━━━ The input ━━━

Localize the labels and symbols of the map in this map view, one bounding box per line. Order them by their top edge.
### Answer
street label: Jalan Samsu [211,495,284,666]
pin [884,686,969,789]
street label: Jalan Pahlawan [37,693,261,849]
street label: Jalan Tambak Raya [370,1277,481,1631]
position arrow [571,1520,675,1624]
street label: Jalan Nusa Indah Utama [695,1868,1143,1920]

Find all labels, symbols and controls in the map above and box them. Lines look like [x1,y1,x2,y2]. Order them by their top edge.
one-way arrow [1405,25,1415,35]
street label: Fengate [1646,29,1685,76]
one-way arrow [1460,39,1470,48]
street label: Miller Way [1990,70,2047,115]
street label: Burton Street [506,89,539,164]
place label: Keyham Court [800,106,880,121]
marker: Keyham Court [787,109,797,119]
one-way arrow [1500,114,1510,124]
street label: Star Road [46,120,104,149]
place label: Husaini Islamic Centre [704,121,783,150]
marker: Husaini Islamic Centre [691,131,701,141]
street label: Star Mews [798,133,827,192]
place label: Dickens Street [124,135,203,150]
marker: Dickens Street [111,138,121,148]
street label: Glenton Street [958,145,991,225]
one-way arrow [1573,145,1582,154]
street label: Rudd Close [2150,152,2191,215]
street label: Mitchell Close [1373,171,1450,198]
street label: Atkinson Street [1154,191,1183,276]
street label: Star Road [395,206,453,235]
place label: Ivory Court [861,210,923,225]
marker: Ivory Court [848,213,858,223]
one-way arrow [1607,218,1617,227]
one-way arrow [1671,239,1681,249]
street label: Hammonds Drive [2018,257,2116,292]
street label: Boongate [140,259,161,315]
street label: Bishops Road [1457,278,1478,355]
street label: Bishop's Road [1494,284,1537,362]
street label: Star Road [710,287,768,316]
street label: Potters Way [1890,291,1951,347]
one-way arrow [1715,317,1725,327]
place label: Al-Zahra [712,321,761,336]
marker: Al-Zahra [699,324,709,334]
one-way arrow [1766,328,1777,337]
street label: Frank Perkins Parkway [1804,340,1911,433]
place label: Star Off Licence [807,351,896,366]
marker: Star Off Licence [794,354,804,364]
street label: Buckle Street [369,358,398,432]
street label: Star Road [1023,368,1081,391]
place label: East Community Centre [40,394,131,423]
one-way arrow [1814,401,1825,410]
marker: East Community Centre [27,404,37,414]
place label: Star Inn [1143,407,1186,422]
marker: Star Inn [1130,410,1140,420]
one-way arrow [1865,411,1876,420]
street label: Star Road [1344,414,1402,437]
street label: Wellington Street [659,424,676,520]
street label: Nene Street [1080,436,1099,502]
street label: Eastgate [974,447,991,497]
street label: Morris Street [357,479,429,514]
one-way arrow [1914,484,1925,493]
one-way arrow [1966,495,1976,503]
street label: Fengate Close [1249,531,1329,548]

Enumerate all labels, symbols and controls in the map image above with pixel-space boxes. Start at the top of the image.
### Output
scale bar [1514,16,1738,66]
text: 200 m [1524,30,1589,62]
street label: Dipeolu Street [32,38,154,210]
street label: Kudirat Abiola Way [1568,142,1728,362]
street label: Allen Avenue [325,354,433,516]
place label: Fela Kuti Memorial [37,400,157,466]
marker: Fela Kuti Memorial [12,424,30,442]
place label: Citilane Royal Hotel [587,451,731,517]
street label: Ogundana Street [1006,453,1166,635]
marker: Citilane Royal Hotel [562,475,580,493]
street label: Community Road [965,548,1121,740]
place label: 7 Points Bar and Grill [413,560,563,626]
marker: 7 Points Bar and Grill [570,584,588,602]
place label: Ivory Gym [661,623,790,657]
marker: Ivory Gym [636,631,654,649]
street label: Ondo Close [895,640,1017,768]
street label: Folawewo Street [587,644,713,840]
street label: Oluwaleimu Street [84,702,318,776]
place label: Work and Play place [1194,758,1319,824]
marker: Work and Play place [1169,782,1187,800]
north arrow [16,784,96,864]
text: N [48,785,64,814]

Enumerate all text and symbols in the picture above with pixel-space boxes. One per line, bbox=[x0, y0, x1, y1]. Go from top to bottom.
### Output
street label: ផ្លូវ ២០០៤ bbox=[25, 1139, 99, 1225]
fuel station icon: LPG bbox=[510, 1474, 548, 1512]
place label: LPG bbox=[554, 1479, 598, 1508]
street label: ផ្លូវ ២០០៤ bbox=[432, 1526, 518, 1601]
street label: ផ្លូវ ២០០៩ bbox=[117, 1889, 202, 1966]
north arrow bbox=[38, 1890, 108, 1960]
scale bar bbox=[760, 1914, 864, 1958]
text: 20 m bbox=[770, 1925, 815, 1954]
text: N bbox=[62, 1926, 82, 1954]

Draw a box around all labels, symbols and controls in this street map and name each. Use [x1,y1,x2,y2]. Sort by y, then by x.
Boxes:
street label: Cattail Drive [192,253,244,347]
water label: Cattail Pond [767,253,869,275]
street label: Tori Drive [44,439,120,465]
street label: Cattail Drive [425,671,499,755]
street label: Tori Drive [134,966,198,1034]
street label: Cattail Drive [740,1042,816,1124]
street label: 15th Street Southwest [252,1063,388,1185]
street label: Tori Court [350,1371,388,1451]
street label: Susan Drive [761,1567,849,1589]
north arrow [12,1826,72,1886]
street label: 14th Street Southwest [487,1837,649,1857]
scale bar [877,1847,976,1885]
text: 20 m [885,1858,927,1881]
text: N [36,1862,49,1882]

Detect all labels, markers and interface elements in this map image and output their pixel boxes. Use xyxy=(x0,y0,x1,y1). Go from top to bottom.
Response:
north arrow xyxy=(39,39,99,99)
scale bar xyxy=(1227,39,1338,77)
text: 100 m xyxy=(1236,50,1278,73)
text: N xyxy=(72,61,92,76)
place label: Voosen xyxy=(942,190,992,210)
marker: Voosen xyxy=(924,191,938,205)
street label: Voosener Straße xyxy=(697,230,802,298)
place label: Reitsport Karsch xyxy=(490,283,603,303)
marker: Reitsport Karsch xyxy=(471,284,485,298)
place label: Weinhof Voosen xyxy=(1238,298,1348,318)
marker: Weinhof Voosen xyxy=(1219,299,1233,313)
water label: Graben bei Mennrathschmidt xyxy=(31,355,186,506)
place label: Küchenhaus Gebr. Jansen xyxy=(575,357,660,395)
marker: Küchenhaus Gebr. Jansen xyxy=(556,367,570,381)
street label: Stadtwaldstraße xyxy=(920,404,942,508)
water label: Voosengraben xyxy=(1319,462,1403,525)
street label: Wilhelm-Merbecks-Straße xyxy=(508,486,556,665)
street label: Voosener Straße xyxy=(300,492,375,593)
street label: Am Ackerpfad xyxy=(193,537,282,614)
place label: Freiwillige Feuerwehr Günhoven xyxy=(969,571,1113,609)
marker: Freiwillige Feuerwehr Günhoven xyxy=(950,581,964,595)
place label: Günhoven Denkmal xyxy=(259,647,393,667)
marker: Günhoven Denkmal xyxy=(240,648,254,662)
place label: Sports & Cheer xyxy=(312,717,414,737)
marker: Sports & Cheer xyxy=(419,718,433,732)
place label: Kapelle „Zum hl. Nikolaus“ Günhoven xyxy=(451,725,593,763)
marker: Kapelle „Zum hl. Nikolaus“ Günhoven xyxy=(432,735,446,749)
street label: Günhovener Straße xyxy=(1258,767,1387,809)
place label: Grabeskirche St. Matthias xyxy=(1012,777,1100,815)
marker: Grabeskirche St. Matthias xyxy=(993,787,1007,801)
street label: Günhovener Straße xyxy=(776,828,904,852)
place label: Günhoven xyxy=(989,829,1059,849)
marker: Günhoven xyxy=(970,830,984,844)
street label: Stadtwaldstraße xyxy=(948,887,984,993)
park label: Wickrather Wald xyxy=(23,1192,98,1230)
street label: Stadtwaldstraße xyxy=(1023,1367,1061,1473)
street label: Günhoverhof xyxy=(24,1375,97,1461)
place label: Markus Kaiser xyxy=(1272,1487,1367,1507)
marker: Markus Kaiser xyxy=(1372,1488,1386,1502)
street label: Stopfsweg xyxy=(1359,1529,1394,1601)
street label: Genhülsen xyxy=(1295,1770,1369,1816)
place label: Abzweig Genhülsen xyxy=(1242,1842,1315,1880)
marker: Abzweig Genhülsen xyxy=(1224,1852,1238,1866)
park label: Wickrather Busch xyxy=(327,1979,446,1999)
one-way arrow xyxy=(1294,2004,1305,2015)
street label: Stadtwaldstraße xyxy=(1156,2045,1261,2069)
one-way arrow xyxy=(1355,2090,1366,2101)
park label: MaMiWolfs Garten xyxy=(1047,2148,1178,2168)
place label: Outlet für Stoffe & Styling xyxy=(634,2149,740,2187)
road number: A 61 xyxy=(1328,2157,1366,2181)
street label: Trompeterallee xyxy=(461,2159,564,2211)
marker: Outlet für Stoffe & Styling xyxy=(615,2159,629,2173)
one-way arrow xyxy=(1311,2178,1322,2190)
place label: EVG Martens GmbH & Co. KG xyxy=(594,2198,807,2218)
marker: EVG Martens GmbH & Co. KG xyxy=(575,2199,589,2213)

━━━

# Task to complete
Only lines with the word "controls" are wanted; pull each of them from the records.

# Task answer
Find all labels, symbols and controls in the map above and box them. Lines look like [x1,y1,x2,y2]. Order them by their top edge.
Enumerate all labels, symbols and controls in the map image above with pixel-space boxes. Start at the top of the image.
Draw a box around all labels, symbols and controls in this street map and name each. Use [x1,y1,x2,y2]. Sort by y, then by x.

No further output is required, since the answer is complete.